Trump processa Deutsche Bank para travar divulgação da declaração de impostos

O Presidente norte-americano sempre se recusou a divulgar os seus registos fiscais. Democratas pedem que a informação seja tornada pública e intimaram os bancos a revelá-la.

Foto
A discussão acerca da declaração de impostos de Trump remonta à campanha presidencial LUSA/Oliver Contreras

Donald Trump quer processar o Deutsche Bank e o Capital One para evitar que estas instituições bancárias entreguem a declaração de impostos ao Congresso norte-americano. Em causa estão as intimações lançadas por congressistas democratas para obter esclarecimentos em relação às finanças do Presidente norte-americano.

Os dois bancos, o alemão Deutsche Bank e o norte-americano Capital One estão ligados aos negócios imobiliários de Trump, diz a BBC. Foram intimados pelo comité fiscal e pelo comité dos Serviços Secretos.

O democrata Adam Schiff, presidente do comité dos Serviços Secretos, diz que as intimações fazem parte de uma investigação “sobre alegações de potencial influência estrangeira no processo político dos EUA”.

Para Schiff e para a democrata Maxine Waters, a presidente do comité fiscal, o processo instaurado por Trump “é indigno”. Para os dois congressistas, o processo que Trump colocou contra os dois bancos “[mostra] as profundezas até às quais o Presidente Trump irá obstruir a autoridade de supervisão constitucional do Congresso”.

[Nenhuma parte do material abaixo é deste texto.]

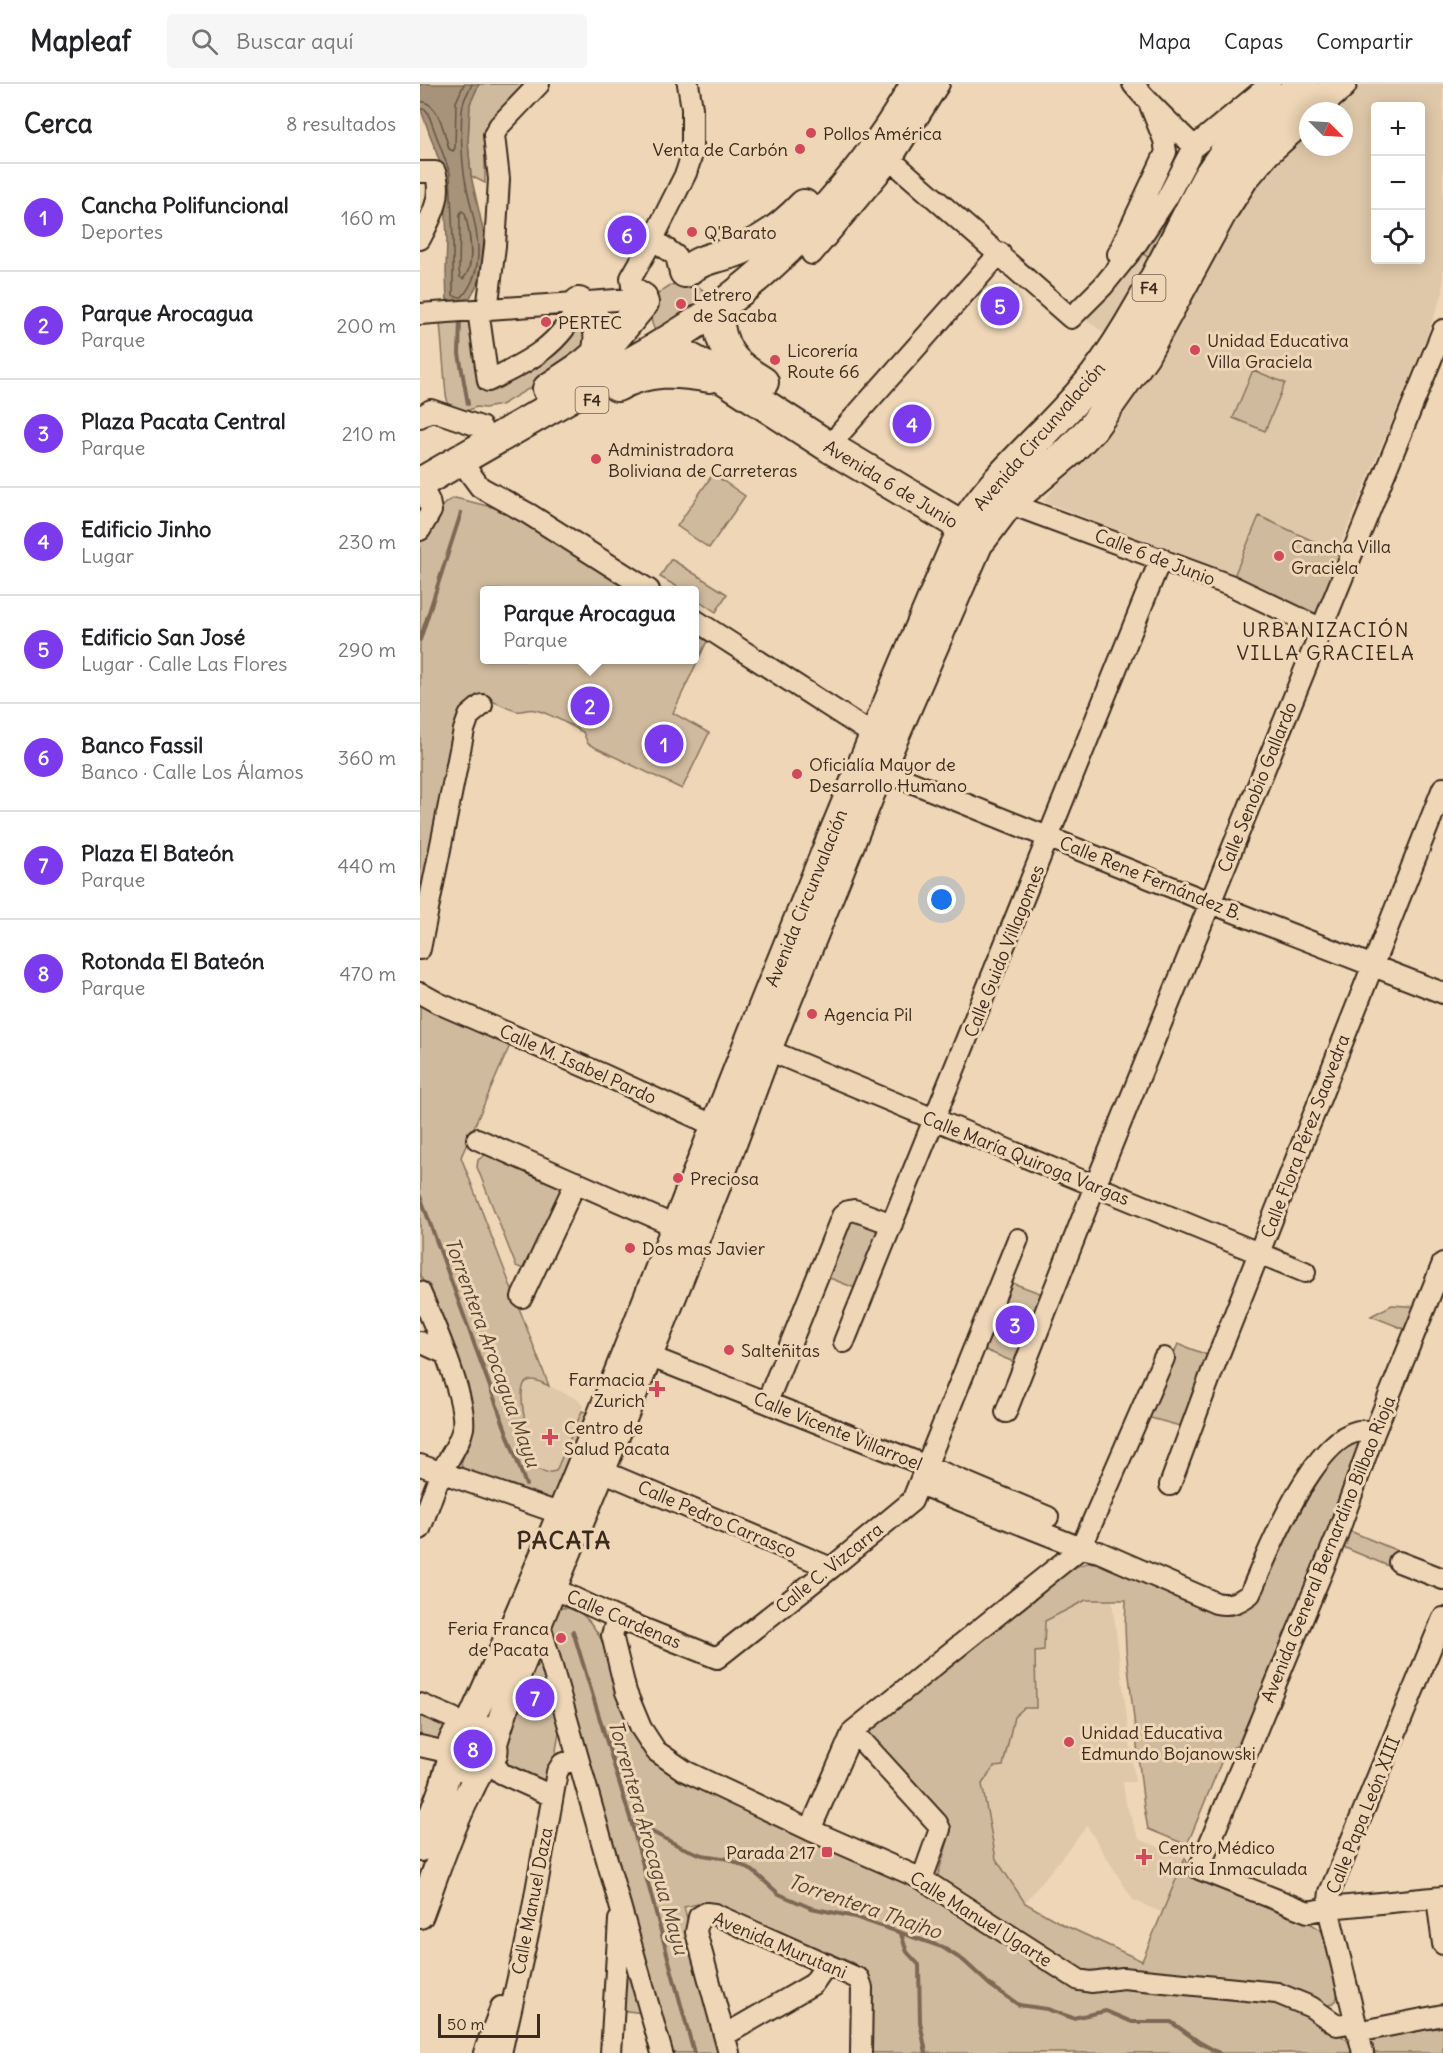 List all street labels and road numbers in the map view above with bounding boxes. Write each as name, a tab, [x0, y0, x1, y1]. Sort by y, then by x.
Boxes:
road number: F4	[1132, 275, 1166, 301]
street label: Avenida Circunvalación	[968, 357, 1110, 515]
road number: F4	[576, 387, 608, 413]
street label: Avenida 6 de Junio	[820, 435, 962, 533]
street label: Calle 6 de Junio	[1091, 523, 1219, 591]
street label: Calle Senobio Gallardo	[1212, 698, 1302, 876]
street label: Avenida Circunvalación	[760, 806, 852, 990]
street label: Calle Rene Fernández B.	[1056, 831, 1246, 925]
street label: Calle Guido Villagomes	[959, 861, 1049, 1041]
street label: Calle M. Isabel Pardo	[496, 1019, 660, 1109]
street label: Calle Flora Pérez Saavedra	[1256, 1031, 1354, 1241]
street label: Calle María Quiroga Vargas	[919, 1106, 1133, 1210]
street label: Calle Vicente Villarroel	[750, 1387, 926, 1475]
street label: Avenida General Bernardino Bilbao Rioja	[1256, 1392, 1400, 1706]
street label: Calle Pedro Carrasco	[634, 1475, 800, 1563]
street label: Calle C. Vizcarra	[771, 1518, 887, 1618]
street label: Calle Cardenas	[563, 1585, 685, 1653]
street label: Calle Papa León XIII	[1321, 1733, 1405, 1897]
street label: Calle Manuel Daza	[506, 1825, 558, 1977]
street label: Calle Manuel Ugarte	[906, 1866, 1056, 1972]
street label: Avenida Murutani	[710, 1906, 850, 1984] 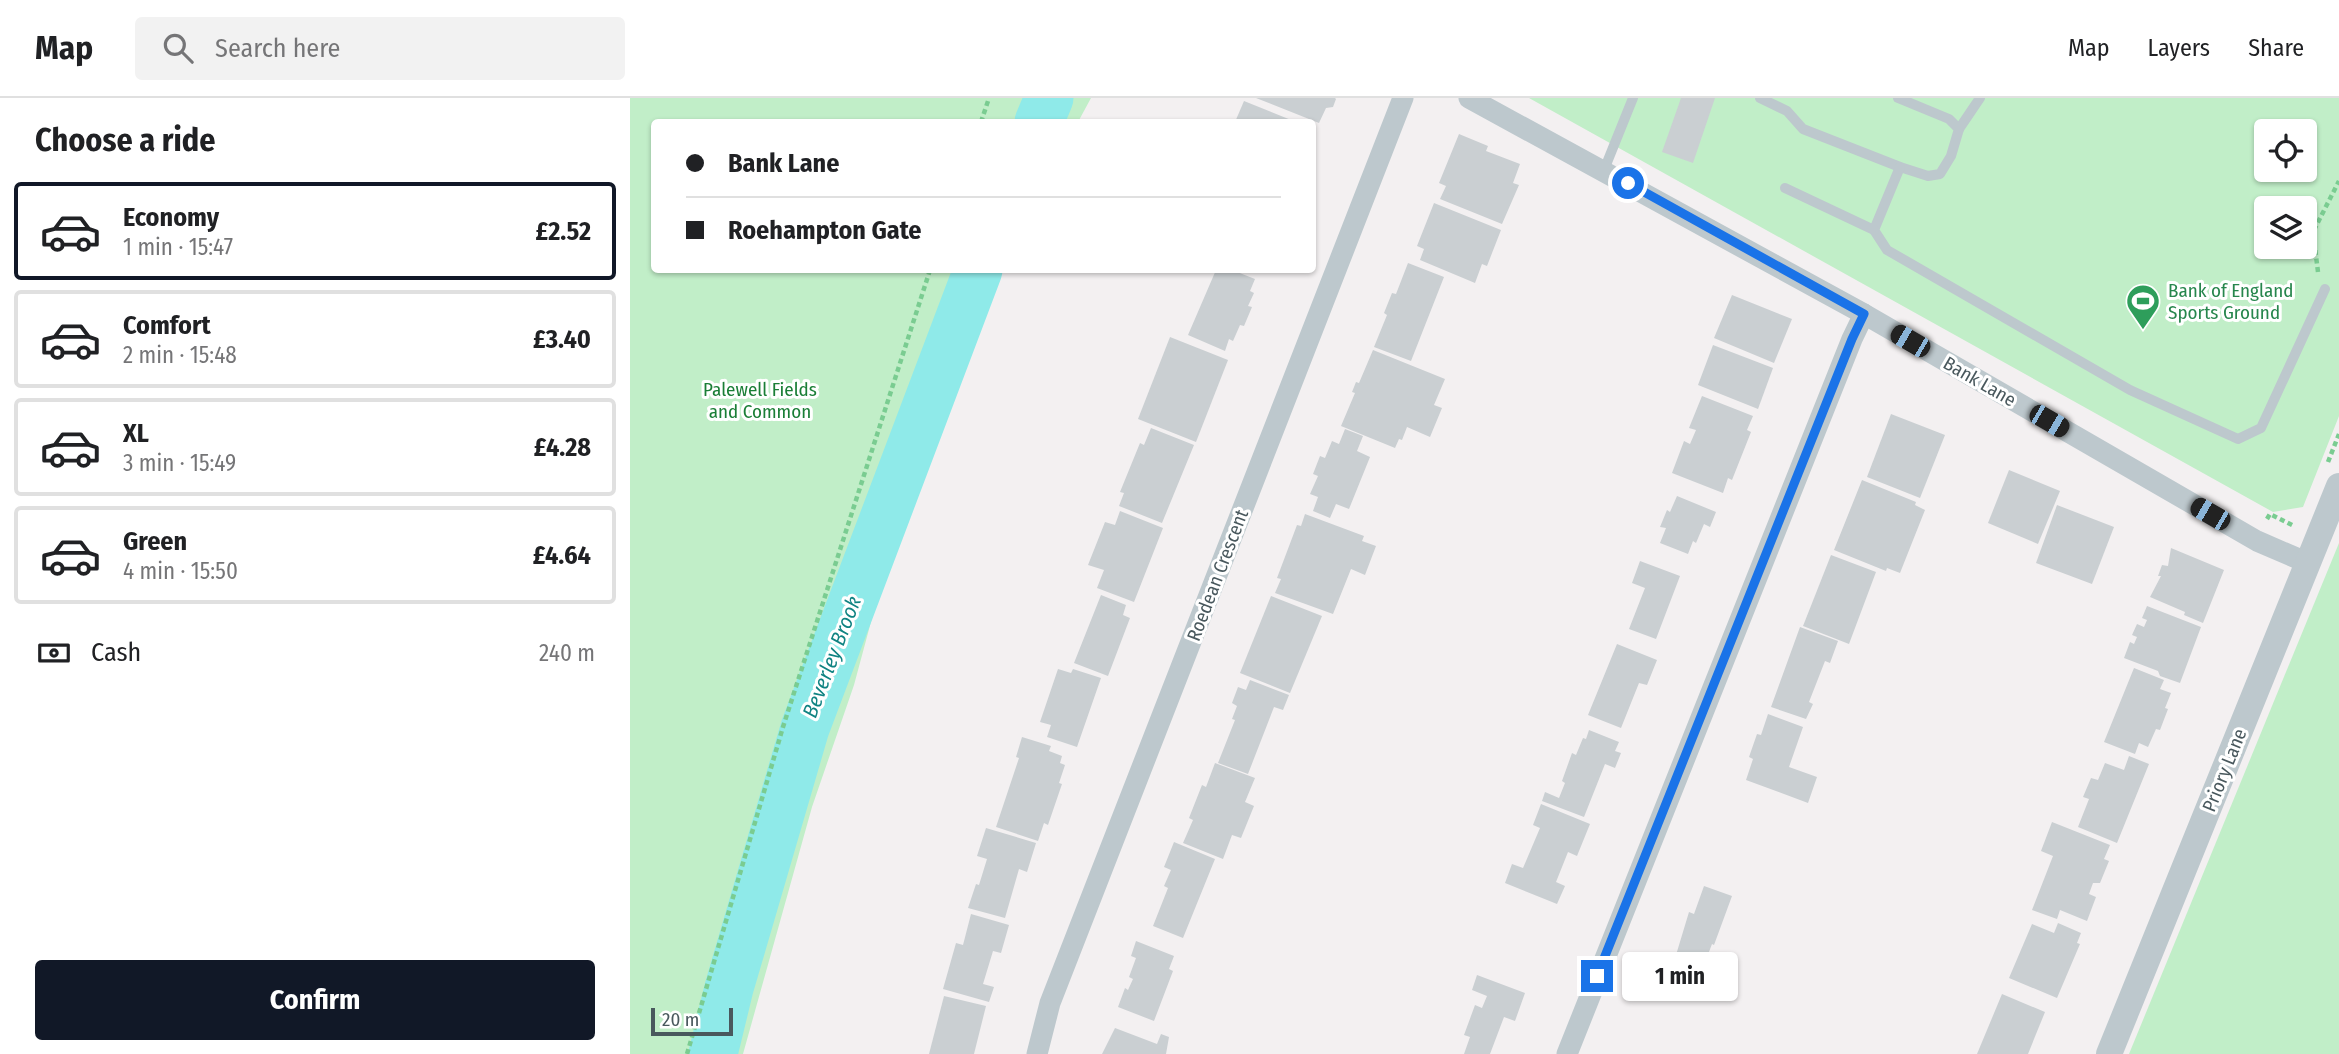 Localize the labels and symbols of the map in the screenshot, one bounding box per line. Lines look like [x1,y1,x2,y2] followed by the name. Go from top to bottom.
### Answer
[1612,167,1644,199] route start
[2168,279,2293,324] place label: Bank of England Sports Ground
[2124,282,2162,331] sports icon: Bank of England Sports Ground
[1887,321,1934,361] car
[1939,351,2020,411] street label: Bank Lane
[703,378,817,423] park label: Palewell Fields and Common
[2026,401,2073,441] car
[2187,494,2234,534] car
[1182,505,1253,644] street label: Roedean Crescent
[797,593,867,721] water label: Beverley Brook
[2197,725,2252,815] street label: Priory Lane
[1622,952,1737,1001] callout: 1 min
[1581,960,1613,992] route end
[651,1005,733,1037] scale bar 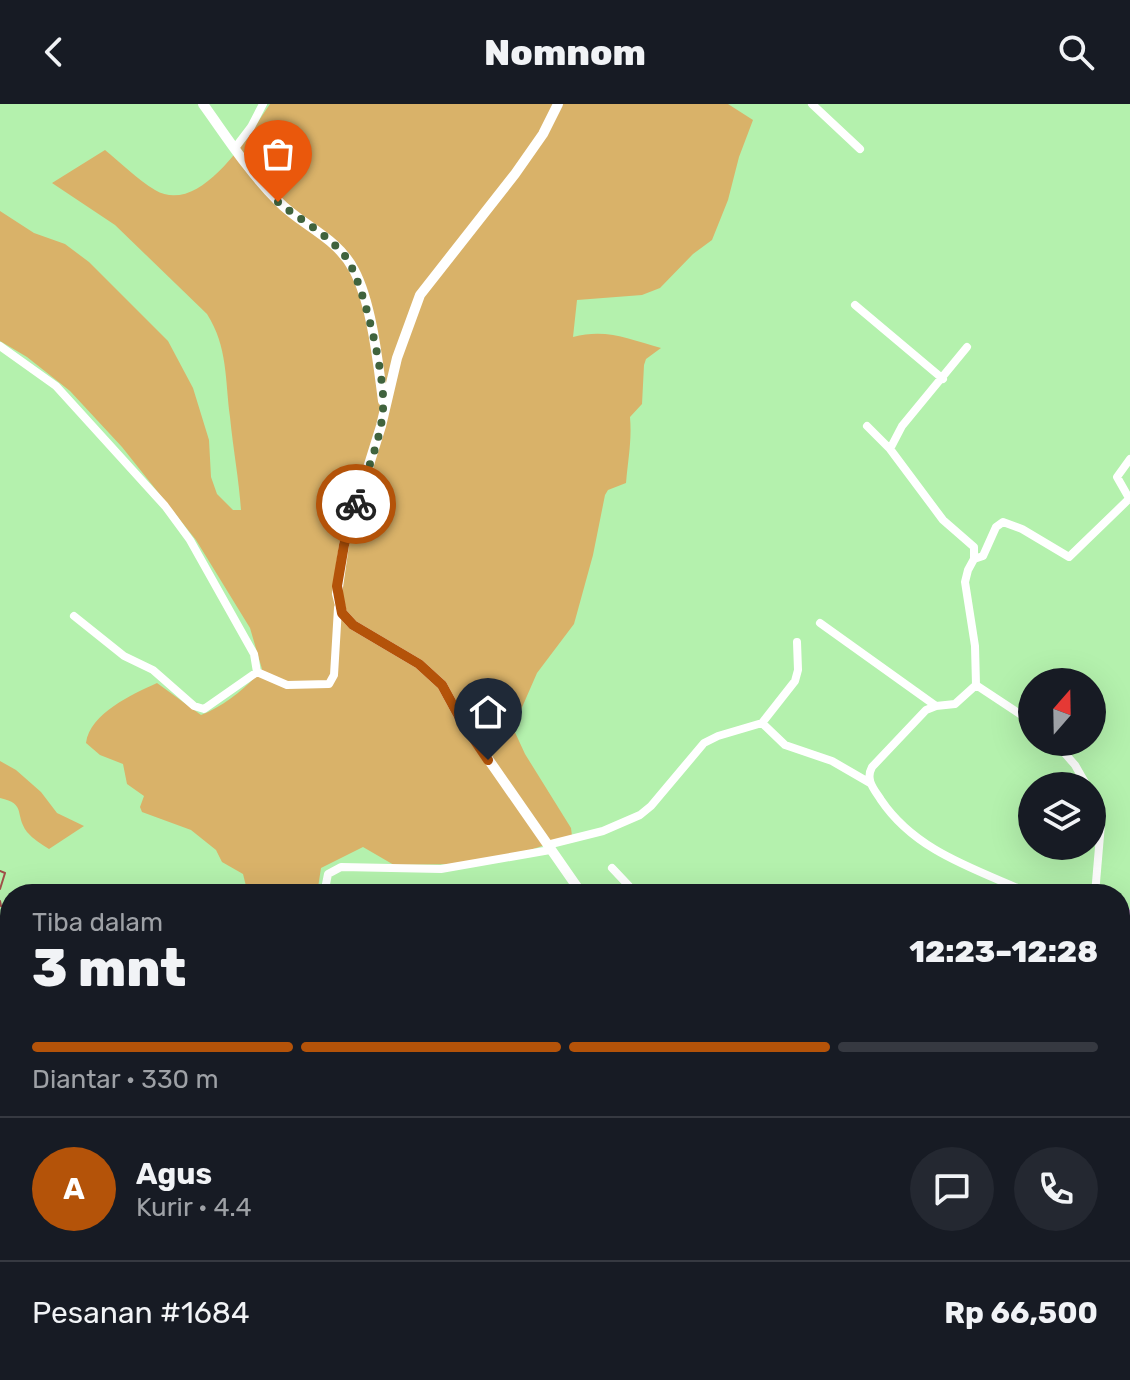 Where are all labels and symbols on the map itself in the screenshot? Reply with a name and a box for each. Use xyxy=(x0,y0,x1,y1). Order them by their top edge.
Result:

A discussão acerca da declaração de impostos de Trump remonta à campanha presidencial. Na altura, os analistas afirmavam que umas das razões que poderiam explicar a reticência do então candidato era a exposição da sua fortuna, que adivinhavam menor do que aquela que Trump gabava — o que questionaria um dos principais argumentos da campanha.

depois de eleito, Trump sempre se recusou a entregar os seus registos fiscais. Por diversas vezes, o Partido Democrata afirmou que o pedido não só é legal como necessário.

“As intimações foram feitas para perseguir o Presidente Donald Trump, para vasculhar todos os aspectos de suas finanças pessoais, os seus negócios e as informações privadas do Presidente e da sua família”, lê-se no processo, que deu entrada num tribunal federal de Nova Iorque esta segunda-feira.

Para Trump, que se queixa de uma “perseguição” por parte dos democratas, os congressistas querem “encontrar algo que possam expor publicamente e usar como uma ferramenta política contra o Presidente”. “Não existe qualquer outro propósito que não o político”, lê-se no processo.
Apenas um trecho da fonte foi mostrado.